Answer. The French real interest rate was 1.037/1.018 - 1 = 1.87%. The corresponding real rate in Germany was 1.026/1.016 - 1 = 0.98%.
b. To what would you attribute any discrepancy in real rates between France and Germany?
Answer. The most likely reason for the discrepancy is the inclusion of a higher inflation risk component in the French real interest rate than in the German real rate. Other possibilities are the effects of currency risk or transactions costs precluding this seeming arbitrage opportunity.
4. In July, the oneyear interest rate is 12% on British pounds and 9% on U.S. dollars.
a. If the current exchange rate is $1.63:1, what is the expected future exchange rate in one year?
Answer. According to the international Fisher effect, the spot exchange rate expected in one year equals 1.63 x 1.09/1.12 = $1.5863.
b.Suppose a change in expectations regarding future U.S. inflation causes the expected future spot rate to decline to $1.52:£1. What should happen to the U.S. interest rate?
Answer. If rus is the unknown U.S. interest rate, and assuming that the British interest rate stayed at 12% (because there has been no change in expectations of British inflation), then according to the IFE, 1.52/1.63 = (1+rus)/1.12 or rus = 4.44%.
5. If expected inflation is 100% and the real required return is 5%, what will the nominal interest rate be according to the Fisher effect?
Answer. According to the Fisher effect, the relationship between the nominal interest rate, r, the real interest rate a, and the expected inflation rate, i, is 1 + r = (1 + a)(1 + i). Substituting in the numbers in the problem yields 1 + r = 1.05 x 2 = 2.1, or r = 110%.
6. Suppose that in Japan the interest rate is 8% and inflation is expected to be 3%. Meanwhile, the expected inflation rate in France is 12%, and the English interest rate is 14%. To the nearest whole number, what is the best estimate of the oneyear forward exchange premium (discount) at which the pound will be selling relative to the French franc?
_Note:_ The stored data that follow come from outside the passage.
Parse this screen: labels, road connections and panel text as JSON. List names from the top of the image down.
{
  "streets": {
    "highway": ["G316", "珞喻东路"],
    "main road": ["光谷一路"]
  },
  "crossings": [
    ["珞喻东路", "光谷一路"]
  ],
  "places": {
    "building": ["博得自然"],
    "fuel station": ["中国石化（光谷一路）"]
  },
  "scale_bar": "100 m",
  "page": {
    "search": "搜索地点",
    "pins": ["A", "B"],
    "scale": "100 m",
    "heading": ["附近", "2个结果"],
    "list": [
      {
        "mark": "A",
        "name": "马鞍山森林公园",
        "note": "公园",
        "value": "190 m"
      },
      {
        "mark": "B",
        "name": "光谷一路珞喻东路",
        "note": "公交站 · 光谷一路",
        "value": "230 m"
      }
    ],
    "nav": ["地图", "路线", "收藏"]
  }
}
Answer. Based on the numbers, Japan's real interest rate is about 5% (8% 3%). From that, we can calculate France's nominal interest rate as about 17% (12% + 5%), assuming that arbitrage will equate real interest rates across countries and currencies. Since England's nominal interest rate is 14%, for interest rate parity to hold, the pound should sell at around a 3% forward premium relative to the French franc.
9. The inflation rate in Great Britain is expected to be 4% per year, and the inflation rate in Switzerland is expected to be 6% per year. If the current spot rate is £1 = SF 12.50, what is the expected spot rate in two years?
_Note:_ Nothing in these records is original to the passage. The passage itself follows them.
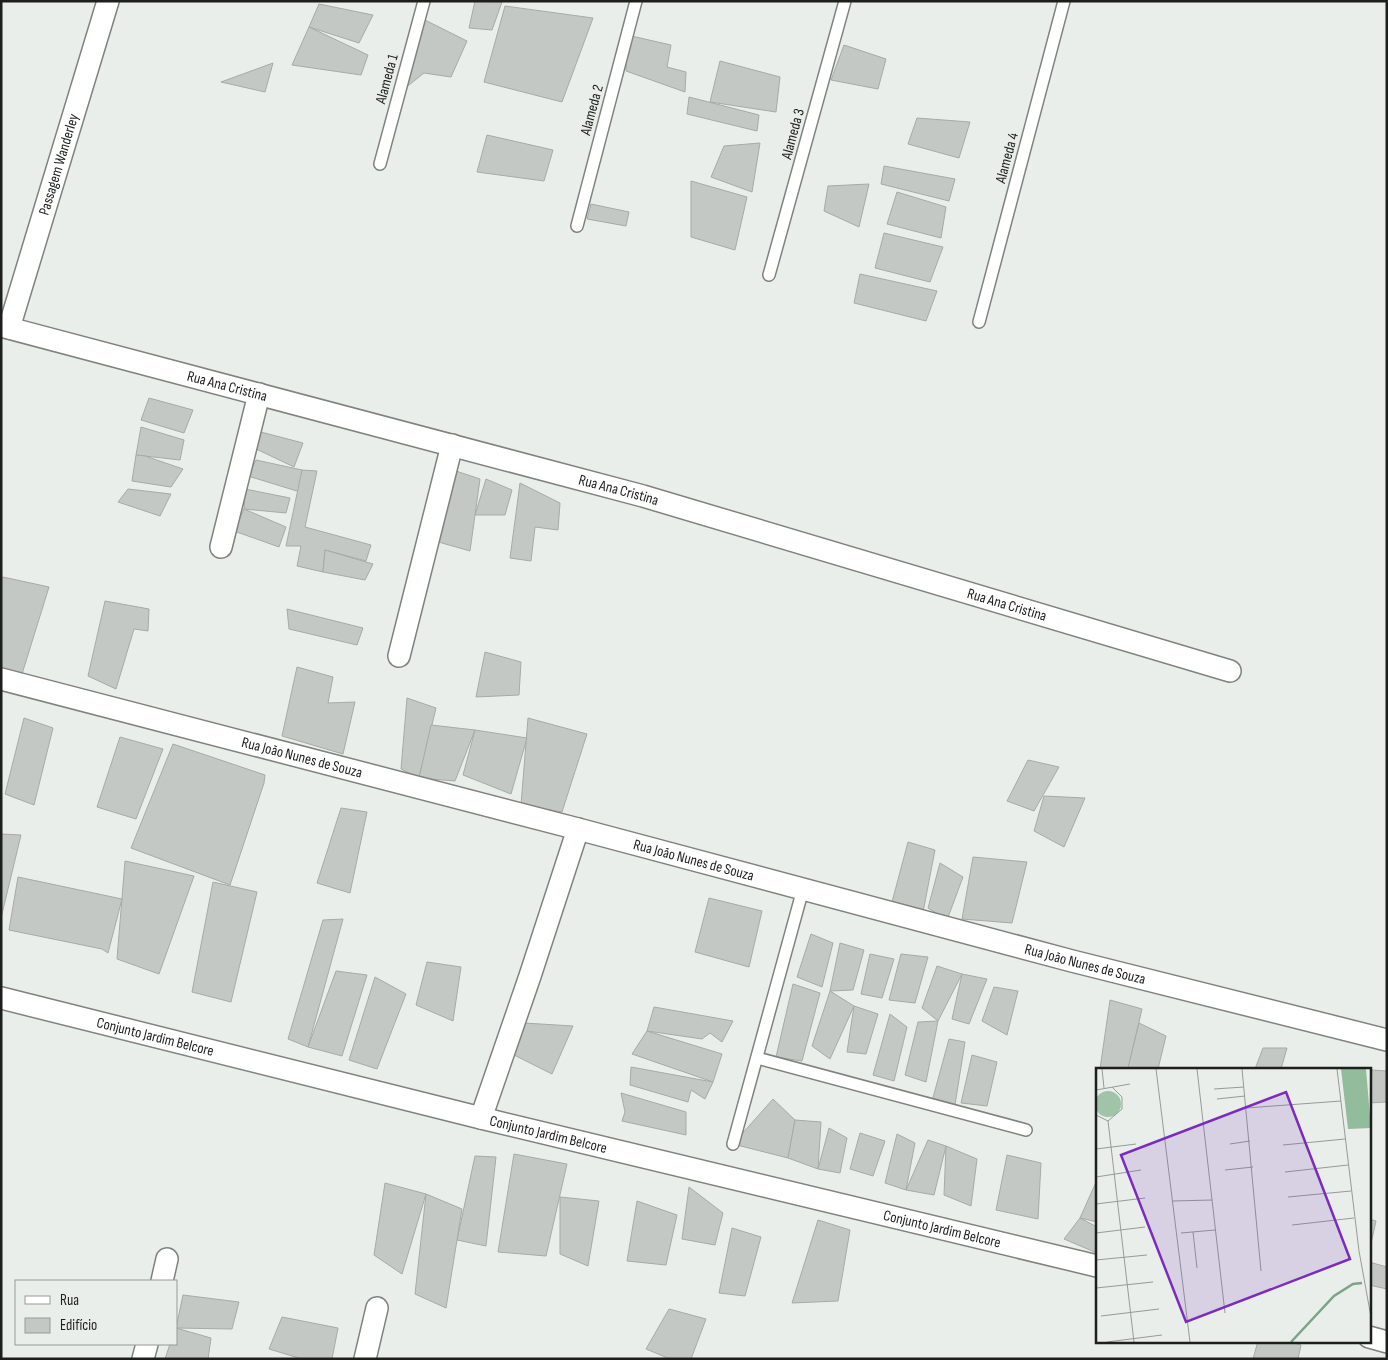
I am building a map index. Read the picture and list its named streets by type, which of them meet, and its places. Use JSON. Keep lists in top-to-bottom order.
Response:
{
  "streets": {
    "street": [
      "Passagem Wanderley",
      "Rua Ana Cristina",
      "Rua João Nunes de Souza",
      "Conjunto Jardim Belcore"
    ],
    "lane": [
      "Alameda 1",
      "Alameda 2",
      "Alameda 3",
      "Alameda 4"
    ]
  },
  "crossings": [
    ["Passagem Wanderley", "Rua Ana Cristina"]
  ],
  "legend": ["Rua", "Edifício"]
}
Answer. Based on PPP, the expected value of the pound in two years is 12.5 x (1.06/1.04)2 = SF12.99.
10. If the $:¥ spot rate is $1 = ¥218 and interest rates in Tokyo and New York are 6% and 12%, respectively, what is the expected $:¥ exchange rate one year hence?
Answer. According to the international Fisher effect, the dollar spot rate in one year should equal 218(1.06/1.12) = ¥206.32.
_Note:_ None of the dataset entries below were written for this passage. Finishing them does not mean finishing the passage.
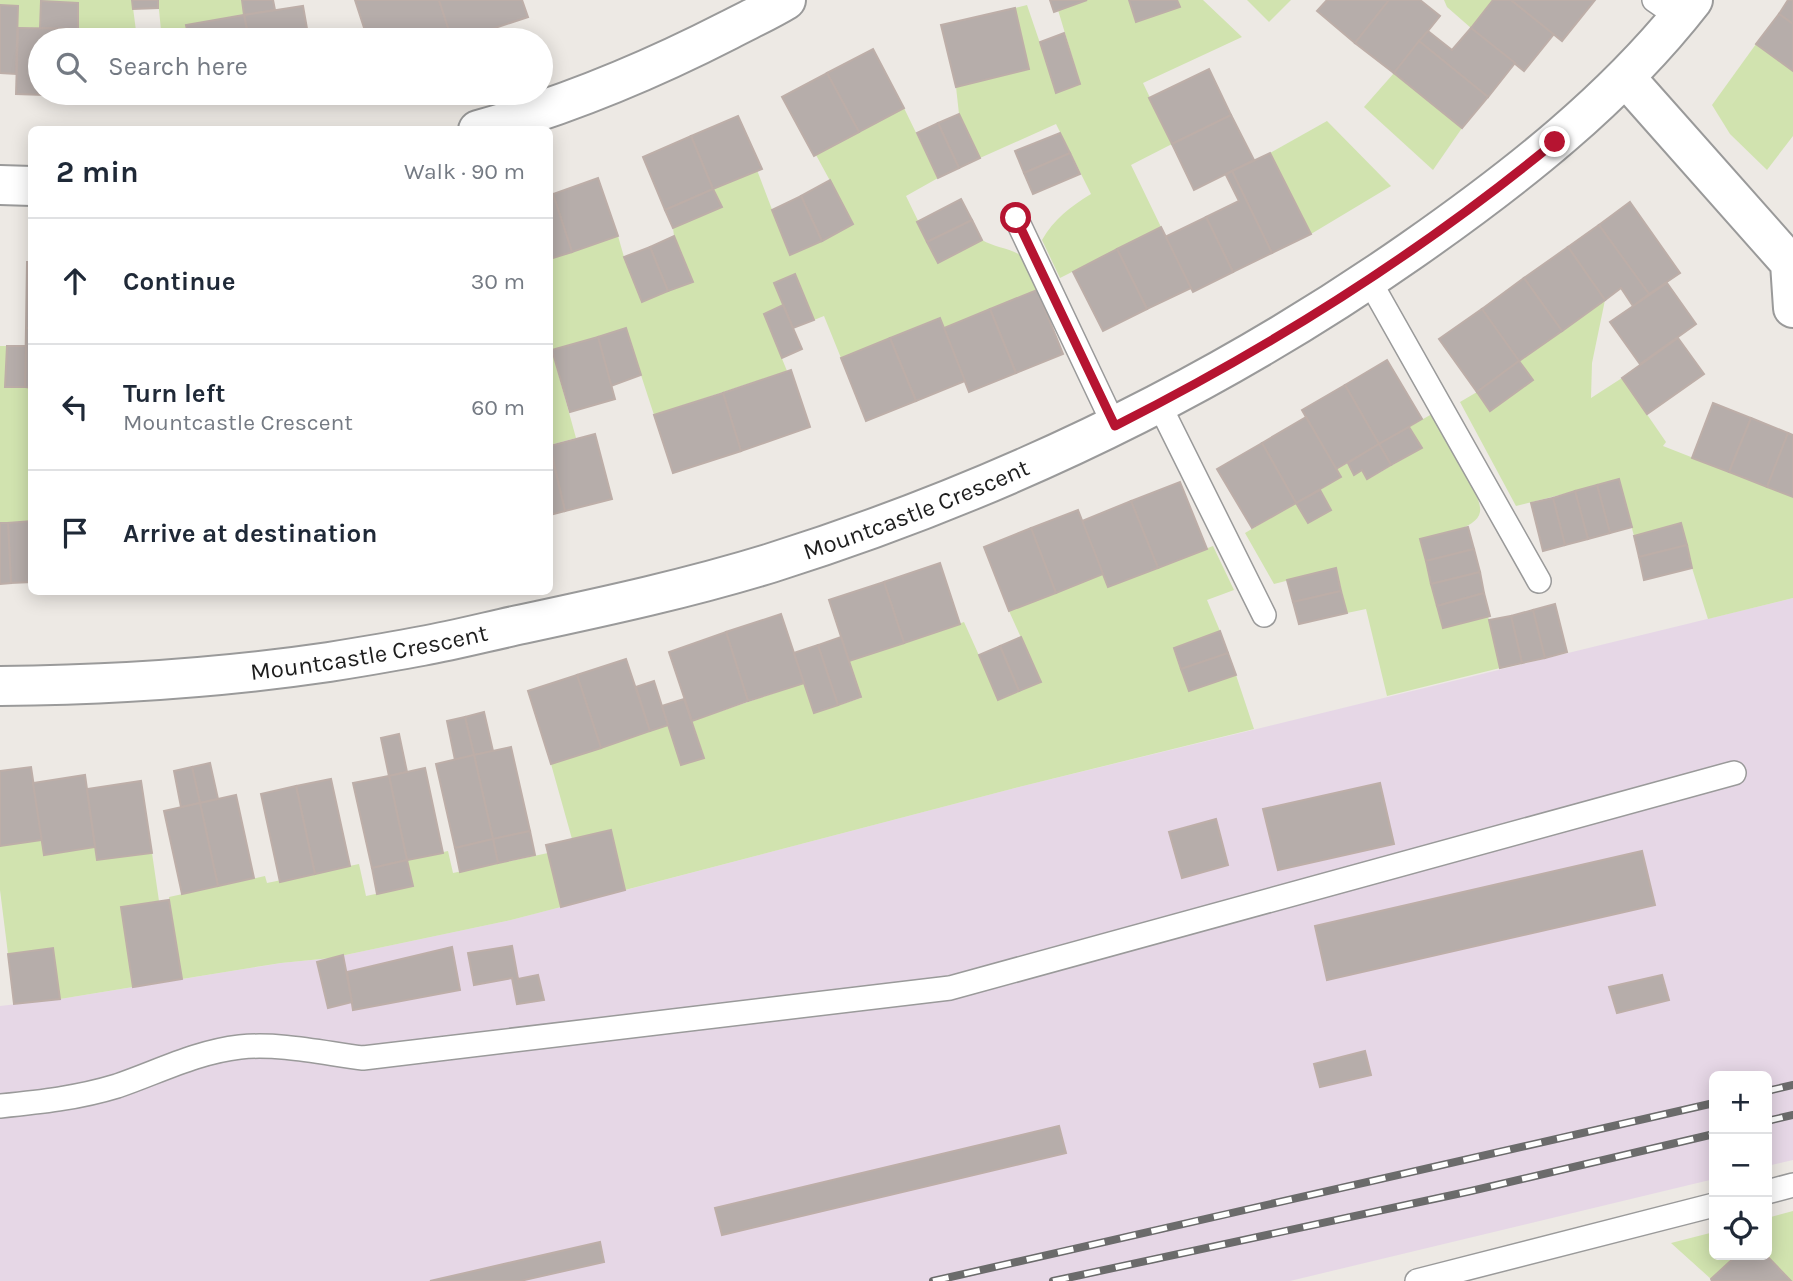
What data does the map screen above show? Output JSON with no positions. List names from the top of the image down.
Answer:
{
  "streets": {
    "street": ["Mountcastle Crescent"]
  },
  "page": {
    "search": "Search here",
    "heading": ["2 min", "Walk · 90 m"],
    "list": [
      ["Continue", "30 m"],
      ["Turn left", "Mountcastle Crescent", "60 m"],
      "Arrive at destination"
    ],
    "map_buttons": ["+", "−"]
  }
}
12. Suppose that on January 1, the cost of borrowing French francs for the year is 18%. During the year, U.S. inflation is 5%, and French inflation is 9%. At the same time, the exchange rate changes from FF 1 = $0.15 on January 1 to FF 1 = $0.10 on December 31. What was the real U.S. dollar cost of borrowing francs for the year?
Answer. During the year, the franc devalued by (.15 - .10)/.15 = 33.33%. The nominal dollar cost of borrowing French francs, therefore, was .18(1 - .3333) - .3333 = -21.33% (see Chapter 12). For each dollar's worth of francs borrowed on January 1, it cost only $0.7867 to repay the principal plus interest. With U.S. inflation of 5% during the year, the real dollar cost of repaying the principal and interest is $0.7867/1.05 = $0.7492. Subtracting the original $1 borrowed, we see that the real dollar cost of repaying the franc loan is -$0.2508 or a real dollar interest rate of -25.08%.
14. Assume the interest rate is 16% on pounds sterling and 7% on the Euro. At the same time, inflation is running at an annual rate of 3% in Germany and 9% in England.
a. If the Euro is selling at a one-year forward premium of 10% against the pound, is there an arbitrage opportunity? Explain.
Answer. According to interest rate parity, with a Euro rate of 7% and a 10% forward premium on the Euro against the pound, the equilibrium pound interest rate should be
1.07 x 1.10 - 1 = 17.7%
Since the pound interest rate is only 16%, there is an arbitrage opportunity. It involves borrowing pounds at 16%, converting them into Euro, investing them at 7%, and then selling the proceeds forward, locking in a pound return of 17.7%.
b. What is the real interest rate in Germany? in England?
Answer. The real interest rate in Germany is 1.07/1.03 -1 = 3.88%. The real interest rate in England is 1.16/1.09 -1 = 6.42%.
c. Suppose that during the year the exchange rate changes from Euro2.7/£1 to Euro2.65/£1. What are the real costs to a German company of borrowing pounds? Contrast this cost to its real cost of borrowing Euro.
Answer. At the end of one year, the German company must repay 1.16 for every pound borrowed. However, since the pound has devalued against the Euro by 1.85% (2.65/2.70 - 1 = -1.85%), the effective cost in Euro is 1.16 x (1 - 0.0185) - 1 = 13.85%. In real terms, given the 3% rate of German inflation, the cost of the pound loan is found as 1.1385/1.03 -1 = 10.54%.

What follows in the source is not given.